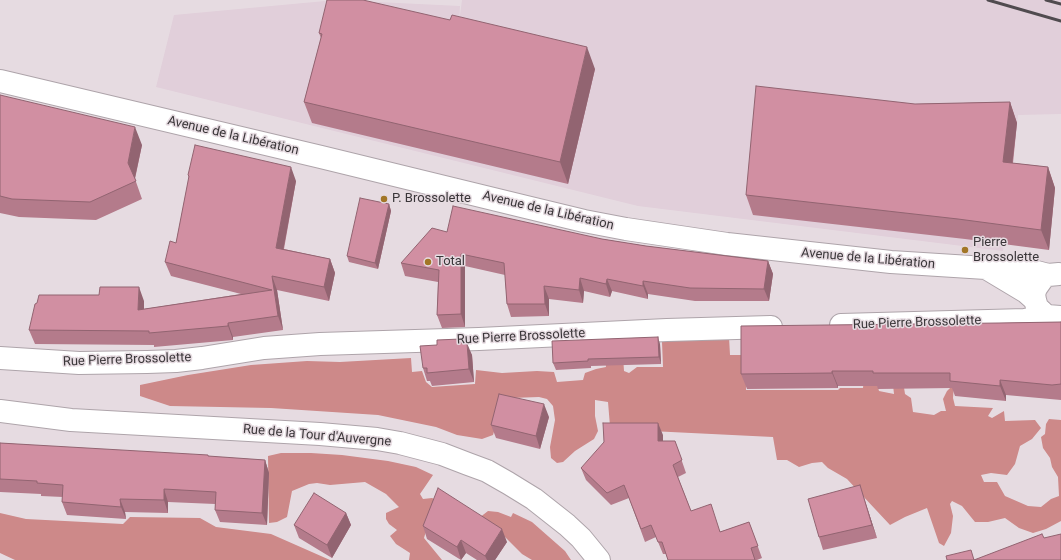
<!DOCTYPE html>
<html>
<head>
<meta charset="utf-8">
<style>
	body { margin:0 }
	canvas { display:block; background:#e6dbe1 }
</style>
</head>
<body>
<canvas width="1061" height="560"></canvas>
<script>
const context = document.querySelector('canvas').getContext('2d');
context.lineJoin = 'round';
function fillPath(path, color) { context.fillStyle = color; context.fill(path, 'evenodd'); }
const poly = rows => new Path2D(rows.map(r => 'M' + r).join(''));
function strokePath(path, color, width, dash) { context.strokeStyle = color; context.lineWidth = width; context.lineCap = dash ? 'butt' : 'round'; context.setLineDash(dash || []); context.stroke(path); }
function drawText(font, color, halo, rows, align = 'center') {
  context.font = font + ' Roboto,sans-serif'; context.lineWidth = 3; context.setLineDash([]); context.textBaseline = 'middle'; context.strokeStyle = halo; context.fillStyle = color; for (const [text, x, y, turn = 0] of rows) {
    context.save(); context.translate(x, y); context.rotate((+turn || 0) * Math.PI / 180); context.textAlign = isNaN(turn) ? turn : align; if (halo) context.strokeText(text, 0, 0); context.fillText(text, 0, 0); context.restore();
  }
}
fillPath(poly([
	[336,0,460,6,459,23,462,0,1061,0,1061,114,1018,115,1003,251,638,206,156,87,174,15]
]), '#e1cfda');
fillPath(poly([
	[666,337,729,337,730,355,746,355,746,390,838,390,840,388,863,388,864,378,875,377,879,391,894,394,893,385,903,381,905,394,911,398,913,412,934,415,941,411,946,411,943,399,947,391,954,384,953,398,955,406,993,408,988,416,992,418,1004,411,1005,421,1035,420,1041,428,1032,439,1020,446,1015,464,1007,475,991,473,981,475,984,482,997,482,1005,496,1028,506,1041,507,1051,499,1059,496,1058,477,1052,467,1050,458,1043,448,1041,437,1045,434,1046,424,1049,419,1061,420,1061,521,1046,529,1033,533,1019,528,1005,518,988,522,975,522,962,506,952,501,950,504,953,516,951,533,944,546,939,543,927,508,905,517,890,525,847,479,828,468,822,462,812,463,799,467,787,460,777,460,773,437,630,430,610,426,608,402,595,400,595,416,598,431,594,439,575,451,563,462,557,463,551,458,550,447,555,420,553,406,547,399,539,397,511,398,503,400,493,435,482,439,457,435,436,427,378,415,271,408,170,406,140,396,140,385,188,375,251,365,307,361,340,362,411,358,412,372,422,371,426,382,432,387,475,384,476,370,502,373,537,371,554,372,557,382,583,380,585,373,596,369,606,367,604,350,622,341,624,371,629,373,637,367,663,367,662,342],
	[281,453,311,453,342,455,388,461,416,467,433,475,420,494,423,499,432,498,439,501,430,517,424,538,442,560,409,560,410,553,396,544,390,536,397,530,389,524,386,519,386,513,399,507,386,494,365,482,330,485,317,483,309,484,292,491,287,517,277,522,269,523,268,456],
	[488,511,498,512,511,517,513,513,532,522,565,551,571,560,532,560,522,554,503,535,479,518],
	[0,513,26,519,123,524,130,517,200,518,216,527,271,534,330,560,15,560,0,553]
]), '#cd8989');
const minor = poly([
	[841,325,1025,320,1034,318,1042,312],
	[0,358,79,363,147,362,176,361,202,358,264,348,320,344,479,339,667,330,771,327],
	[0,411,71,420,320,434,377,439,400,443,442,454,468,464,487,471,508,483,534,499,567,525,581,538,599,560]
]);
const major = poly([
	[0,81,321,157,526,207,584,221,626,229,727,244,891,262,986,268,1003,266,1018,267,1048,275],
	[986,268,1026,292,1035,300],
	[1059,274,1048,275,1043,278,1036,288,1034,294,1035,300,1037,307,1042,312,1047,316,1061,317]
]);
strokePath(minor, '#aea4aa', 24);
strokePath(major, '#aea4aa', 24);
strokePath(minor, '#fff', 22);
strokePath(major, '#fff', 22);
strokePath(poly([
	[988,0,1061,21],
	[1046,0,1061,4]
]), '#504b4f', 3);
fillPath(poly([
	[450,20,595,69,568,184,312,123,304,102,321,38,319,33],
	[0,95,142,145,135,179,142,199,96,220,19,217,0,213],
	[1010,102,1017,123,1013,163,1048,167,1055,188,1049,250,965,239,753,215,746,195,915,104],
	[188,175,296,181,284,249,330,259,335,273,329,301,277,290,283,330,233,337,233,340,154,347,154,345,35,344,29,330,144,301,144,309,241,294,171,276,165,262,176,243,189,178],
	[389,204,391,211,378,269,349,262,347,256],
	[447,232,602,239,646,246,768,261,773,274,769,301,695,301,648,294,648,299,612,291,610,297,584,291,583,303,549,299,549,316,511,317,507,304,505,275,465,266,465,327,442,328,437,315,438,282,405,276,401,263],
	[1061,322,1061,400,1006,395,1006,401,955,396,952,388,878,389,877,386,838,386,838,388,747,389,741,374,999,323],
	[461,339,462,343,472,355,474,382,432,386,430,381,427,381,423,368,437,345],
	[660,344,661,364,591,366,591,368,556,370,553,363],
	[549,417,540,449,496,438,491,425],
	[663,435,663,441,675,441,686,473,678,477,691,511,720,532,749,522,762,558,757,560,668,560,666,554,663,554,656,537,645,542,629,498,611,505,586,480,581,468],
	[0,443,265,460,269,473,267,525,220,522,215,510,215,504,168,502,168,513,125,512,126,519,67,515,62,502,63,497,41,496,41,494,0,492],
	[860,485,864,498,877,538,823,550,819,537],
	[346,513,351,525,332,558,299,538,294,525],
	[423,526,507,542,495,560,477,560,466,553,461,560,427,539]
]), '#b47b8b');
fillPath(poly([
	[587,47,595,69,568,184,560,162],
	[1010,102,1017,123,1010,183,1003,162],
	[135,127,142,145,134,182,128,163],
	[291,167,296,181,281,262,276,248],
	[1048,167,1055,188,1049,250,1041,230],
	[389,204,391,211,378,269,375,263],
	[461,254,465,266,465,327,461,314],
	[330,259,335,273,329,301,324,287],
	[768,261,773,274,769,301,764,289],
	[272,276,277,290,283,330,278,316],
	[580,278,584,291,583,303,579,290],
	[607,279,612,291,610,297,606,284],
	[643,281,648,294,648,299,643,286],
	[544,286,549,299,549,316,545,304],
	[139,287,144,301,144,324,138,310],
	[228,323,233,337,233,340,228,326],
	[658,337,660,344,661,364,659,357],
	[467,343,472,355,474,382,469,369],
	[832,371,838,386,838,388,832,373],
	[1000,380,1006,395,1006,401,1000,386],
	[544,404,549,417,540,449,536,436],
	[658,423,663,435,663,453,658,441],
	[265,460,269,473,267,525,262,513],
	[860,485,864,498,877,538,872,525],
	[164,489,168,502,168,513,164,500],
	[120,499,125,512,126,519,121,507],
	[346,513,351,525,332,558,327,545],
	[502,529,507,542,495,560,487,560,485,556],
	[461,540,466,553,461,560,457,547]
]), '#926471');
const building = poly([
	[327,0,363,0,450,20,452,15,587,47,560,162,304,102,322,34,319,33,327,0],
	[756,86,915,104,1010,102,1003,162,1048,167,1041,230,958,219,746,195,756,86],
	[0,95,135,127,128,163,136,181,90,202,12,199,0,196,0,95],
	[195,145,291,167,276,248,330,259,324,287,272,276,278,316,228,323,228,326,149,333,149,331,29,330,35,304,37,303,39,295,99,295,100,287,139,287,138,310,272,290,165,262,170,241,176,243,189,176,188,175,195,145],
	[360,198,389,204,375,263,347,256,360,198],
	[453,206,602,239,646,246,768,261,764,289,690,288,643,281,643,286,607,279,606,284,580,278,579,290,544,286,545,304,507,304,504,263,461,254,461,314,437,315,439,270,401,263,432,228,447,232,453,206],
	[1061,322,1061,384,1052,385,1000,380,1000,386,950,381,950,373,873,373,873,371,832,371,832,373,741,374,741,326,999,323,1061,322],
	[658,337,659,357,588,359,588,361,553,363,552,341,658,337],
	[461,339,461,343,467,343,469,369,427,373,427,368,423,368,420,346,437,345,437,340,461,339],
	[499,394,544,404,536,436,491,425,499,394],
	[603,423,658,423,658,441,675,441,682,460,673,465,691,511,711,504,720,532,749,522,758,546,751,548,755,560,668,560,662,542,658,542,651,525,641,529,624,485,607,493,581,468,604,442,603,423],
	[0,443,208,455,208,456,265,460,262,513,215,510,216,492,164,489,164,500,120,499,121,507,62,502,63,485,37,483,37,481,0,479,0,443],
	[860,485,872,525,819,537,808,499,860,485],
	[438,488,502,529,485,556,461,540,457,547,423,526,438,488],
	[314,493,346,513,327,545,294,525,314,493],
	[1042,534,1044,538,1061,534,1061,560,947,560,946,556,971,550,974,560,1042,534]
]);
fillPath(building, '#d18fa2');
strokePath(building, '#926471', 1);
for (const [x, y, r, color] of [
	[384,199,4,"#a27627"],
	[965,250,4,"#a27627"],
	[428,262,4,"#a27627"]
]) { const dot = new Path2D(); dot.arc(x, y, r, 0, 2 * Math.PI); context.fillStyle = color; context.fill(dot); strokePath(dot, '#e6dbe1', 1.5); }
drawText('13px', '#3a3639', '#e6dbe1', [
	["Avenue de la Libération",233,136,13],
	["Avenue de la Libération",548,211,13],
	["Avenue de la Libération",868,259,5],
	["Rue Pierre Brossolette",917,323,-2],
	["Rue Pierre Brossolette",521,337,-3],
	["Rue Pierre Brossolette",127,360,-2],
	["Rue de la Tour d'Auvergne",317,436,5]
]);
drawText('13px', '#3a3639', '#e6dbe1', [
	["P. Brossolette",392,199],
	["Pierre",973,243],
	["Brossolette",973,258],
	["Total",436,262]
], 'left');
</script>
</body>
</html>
----
How to complete this task> Whatever lies between the first line of the data and the line holding "function fillPath(path, color)", inclusive, should be repeated exactly, apart from the pictures.

Response area>
<!DOCTYPE html>
<html>
<head>
<meta charset="utf-8">
<style>
	body { margin:0 }
	canvas { display:block; background:#e6dbe1 }
</style>
</head>
<body>
<canvas width="1061" height="560"></canvas>
<script>
const context = document.querySelector('canvas').getContext('2d');
context.lineJoin = 'round';
function fillPath(path, color) { context.fillStyle = color; context.fill(path, 'evenodd'); }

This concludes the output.